このプロジェクトでは、音威子府村の村長である遠藤貴幸氏と、面白法人カヤックが共同で開発を進めています。特筆すべきは、プログラムがGitHubで公開されている「オープンR&D」方式で運営されていることです。これにより、全国の自治体や開発者が自由に知見を参考にできる仕組みとなっています。
開発の背景
音威子府村は603人と少ない人口を抱え、少子高齢化の課題が色濃くなっていますが、この小さな村だからこそ村民一人一人の声を反映しやすいという強みも持っています。本プロジェクトは、地域活性化を担う「地域活性化起業人」が村に直接訪問し、村民との対話を重ねることで進められてきました。
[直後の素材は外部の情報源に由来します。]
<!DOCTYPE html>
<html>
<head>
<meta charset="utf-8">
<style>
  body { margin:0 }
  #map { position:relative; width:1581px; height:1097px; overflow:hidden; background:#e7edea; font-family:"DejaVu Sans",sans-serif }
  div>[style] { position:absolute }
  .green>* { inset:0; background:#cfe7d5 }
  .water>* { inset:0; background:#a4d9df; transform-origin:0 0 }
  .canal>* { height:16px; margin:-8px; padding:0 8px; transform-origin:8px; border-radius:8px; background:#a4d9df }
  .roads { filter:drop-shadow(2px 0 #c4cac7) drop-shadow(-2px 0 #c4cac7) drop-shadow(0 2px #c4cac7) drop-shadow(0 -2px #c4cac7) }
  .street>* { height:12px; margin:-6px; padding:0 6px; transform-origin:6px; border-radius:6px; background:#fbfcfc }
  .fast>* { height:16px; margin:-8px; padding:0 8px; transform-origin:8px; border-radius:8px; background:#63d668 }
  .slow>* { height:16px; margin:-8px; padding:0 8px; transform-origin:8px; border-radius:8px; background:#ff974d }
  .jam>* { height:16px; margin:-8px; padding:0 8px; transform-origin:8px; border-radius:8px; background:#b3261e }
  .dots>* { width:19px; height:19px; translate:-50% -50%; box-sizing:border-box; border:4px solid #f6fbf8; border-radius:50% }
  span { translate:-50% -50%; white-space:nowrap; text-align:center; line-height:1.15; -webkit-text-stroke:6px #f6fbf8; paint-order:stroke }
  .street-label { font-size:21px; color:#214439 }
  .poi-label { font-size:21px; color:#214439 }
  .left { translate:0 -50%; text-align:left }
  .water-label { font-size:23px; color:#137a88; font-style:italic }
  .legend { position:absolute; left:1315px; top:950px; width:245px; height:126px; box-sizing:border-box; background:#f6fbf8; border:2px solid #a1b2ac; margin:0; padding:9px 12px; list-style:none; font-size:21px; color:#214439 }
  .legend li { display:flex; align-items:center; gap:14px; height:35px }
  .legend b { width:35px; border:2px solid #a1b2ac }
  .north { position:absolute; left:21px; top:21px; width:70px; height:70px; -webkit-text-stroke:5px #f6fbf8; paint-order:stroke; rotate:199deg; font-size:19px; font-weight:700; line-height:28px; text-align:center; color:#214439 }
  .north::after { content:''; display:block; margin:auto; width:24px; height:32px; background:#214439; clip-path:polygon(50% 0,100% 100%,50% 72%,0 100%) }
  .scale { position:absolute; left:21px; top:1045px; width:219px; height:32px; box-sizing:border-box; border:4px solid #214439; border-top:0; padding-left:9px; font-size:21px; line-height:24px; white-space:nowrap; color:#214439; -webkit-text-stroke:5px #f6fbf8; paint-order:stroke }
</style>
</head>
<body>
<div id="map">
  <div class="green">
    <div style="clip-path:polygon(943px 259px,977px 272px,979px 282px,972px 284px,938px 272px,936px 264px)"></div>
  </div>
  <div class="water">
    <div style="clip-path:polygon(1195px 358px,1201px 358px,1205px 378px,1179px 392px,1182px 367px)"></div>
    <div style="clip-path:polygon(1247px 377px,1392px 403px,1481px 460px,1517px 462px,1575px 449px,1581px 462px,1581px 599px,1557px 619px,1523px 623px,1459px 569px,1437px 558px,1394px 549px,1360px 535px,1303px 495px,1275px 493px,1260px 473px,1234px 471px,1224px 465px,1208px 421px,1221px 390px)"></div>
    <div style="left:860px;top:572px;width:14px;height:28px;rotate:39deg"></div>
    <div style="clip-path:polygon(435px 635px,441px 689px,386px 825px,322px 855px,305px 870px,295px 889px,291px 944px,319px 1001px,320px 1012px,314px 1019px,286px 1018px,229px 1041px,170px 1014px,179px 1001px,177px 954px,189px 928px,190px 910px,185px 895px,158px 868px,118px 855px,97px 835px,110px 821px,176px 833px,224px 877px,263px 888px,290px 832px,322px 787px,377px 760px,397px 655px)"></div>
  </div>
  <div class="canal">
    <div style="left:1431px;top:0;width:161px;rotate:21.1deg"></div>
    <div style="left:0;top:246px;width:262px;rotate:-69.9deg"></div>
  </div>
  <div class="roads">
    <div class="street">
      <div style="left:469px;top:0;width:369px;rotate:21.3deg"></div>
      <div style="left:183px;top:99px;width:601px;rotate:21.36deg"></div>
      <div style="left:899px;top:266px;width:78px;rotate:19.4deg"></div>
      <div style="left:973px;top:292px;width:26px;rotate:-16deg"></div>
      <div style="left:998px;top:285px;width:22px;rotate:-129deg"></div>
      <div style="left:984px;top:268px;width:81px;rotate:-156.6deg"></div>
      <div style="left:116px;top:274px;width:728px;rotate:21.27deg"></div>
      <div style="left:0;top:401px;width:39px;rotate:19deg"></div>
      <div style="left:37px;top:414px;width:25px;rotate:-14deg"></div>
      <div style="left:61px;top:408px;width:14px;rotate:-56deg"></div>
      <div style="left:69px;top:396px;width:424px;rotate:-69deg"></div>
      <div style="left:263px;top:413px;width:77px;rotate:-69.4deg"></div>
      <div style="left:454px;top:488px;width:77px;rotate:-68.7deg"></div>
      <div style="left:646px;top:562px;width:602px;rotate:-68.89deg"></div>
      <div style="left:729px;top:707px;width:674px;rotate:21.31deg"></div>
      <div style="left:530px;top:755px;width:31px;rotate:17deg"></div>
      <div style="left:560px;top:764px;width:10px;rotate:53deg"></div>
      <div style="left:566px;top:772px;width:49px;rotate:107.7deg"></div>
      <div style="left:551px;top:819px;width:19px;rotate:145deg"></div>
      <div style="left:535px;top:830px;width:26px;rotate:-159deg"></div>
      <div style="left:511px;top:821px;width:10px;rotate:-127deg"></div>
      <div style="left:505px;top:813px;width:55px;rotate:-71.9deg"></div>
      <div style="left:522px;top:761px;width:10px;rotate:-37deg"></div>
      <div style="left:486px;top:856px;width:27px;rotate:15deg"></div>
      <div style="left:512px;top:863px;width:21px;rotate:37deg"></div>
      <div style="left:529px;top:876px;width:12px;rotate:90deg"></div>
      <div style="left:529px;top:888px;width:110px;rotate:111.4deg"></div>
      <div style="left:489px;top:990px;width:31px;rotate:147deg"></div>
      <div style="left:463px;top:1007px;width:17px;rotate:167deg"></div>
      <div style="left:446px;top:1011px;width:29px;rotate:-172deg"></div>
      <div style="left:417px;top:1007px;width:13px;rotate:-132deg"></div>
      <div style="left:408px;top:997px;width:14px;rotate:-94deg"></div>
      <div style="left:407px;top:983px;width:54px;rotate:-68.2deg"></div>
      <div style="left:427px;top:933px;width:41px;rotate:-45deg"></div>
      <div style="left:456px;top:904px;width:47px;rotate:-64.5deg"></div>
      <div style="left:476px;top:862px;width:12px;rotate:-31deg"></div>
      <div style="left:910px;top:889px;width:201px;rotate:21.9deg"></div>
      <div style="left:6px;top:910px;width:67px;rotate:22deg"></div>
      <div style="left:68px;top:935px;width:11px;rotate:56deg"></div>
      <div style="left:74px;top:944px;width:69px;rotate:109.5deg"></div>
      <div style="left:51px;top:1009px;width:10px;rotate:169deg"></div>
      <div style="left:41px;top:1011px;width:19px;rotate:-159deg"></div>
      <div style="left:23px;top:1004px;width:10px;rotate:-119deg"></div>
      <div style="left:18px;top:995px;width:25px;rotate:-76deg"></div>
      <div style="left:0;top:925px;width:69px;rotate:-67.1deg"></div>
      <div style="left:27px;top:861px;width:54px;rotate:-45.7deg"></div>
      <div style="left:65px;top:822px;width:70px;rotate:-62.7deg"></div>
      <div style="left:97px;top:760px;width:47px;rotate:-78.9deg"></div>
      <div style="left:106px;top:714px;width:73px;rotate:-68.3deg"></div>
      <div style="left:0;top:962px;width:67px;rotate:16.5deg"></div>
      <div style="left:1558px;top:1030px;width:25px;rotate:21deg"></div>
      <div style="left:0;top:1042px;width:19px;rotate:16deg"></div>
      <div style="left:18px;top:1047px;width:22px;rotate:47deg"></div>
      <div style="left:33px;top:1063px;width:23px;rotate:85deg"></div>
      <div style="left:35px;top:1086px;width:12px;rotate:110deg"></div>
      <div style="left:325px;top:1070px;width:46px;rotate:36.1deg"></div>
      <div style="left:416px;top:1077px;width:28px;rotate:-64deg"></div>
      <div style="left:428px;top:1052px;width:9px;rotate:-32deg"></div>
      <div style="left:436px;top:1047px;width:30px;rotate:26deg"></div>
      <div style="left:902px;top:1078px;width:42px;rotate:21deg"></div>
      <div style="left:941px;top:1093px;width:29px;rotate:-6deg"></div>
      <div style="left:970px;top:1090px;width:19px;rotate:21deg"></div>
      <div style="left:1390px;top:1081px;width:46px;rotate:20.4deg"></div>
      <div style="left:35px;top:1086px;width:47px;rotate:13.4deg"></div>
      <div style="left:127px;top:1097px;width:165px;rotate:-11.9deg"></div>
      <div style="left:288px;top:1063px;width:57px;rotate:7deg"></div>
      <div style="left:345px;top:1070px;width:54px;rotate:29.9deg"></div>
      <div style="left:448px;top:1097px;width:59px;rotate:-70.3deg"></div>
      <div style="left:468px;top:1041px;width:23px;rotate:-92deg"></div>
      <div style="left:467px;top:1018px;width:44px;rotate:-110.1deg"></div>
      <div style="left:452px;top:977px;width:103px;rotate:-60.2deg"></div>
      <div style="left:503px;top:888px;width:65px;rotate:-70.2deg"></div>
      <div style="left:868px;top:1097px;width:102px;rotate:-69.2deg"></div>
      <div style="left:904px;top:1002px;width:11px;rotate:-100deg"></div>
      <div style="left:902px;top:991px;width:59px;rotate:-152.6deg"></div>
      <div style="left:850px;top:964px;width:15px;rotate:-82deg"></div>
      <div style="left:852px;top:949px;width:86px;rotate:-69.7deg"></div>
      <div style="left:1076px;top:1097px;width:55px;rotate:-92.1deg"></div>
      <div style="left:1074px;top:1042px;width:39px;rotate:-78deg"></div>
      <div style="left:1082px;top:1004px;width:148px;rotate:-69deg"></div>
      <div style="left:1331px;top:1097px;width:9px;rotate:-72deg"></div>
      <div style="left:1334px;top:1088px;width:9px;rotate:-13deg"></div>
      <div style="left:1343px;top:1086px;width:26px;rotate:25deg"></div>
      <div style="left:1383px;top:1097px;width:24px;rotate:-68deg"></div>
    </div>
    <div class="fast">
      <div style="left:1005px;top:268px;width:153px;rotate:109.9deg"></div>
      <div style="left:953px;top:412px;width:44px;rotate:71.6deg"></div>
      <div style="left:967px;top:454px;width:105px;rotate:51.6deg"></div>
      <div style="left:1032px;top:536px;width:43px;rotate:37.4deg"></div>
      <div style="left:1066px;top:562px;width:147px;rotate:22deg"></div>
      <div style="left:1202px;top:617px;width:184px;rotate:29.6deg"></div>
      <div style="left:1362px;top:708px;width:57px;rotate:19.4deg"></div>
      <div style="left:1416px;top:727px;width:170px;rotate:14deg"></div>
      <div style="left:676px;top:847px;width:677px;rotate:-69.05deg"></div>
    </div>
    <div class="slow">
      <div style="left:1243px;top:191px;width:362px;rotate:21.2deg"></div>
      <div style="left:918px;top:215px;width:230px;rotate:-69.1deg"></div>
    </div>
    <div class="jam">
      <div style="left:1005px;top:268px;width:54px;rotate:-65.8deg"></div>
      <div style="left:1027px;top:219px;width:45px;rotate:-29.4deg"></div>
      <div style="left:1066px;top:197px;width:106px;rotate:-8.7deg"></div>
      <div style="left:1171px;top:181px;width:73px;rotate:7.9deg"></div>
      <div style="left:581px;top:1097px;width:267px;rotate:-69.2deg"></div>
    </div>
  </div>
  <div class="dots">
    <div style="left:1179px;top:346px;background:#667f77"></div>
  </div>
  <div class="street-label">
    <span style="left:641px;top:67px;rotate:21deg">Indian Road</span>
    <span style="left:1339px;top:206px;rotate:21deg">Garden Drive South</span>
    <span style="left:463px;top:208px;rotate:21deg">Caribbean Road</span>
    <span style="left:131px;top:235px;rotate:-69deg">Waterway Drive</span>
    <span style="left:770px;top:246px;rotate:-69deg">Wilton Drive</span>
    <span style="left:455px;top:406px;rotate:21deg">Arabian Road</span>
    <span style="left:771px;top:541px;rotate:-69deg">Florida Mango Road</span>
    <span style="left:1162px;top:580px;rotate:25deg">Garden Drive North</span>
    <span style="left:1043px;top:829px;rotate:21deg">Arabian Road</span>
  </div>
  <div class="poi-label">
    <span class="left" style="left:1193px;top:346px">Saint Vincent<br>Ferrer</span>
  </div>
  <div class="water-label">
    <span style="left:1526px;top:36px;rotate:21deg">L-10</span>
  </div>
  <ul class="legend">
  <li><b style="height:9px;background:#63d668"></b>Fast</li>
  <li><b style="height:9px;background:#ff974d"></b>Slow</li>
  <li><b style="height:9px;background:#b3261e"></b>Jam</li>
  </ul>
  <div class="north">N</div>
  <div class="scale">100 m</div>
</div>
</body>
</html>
「ねっぷちゃん」は、一般的なAIにはないローカルな知識と地域特有の情報を持っています。それにより、音威子府村に適した温もりのある相談窓口を実現しました。単なる検索ツールではなく、村の副村長として親しみやすい存在になることを目指しています。
「ねっぷちゃん」の特徴
1.
広範な知識の網羅
「ねっぷちゃん」は、音威子府村の公的情報から地域の文化まで多岐にわたる知識を網羅しています。村の特有の情報に明るく、自然な会話を通じて村民からの相談に対応します。
2.
マルチチャンネル対応
音威子府村の全村民がアクセスしやすいように、段階的にアクセス方法を増やしていく予定です。実証実験では、スマートフォンやパソコンからの利用が可能であり、今後はLINEや電話にも対応する計画です。
3.
親しみやすい存在
「ねっぷちゃん」はAIという名の相談相手であり、村の一員として親しみやすいキャラクターを持つことを意識しています。これにより、AIに対しての敷居が低く、誰でも気軽に相談できるようになります。
4.
オープンに公開された開発プロセス
プロジェクトはGitHubでソースコードが公開されており、全国の自治体が参考にすることができるのが大きな特徴です。これにより他地域でもAIを導入しやすくなると期待されています。
今後の展望
将来的には、ねっぷちゃんを通じて集まる会話データを分析し、地域のニーズを把握することで、より良い村政へとつなげることが目標です。村長の遠藤氏は、音威子府村が「全員の声が届く自治体」であることを目指すと述べています。AI技術を活用することで、村の伝統や文化を次世代に継承するだけでなく、暮らしの改善にもつながる取り組みといえます。
この新しい試みは、地域の未来を切り拓く重要な基盤となるでしょう。音威子府村の「ねっぷちゃん」が、どのように地域の皆さんに愛され、活用されていくのか、注目が集まります。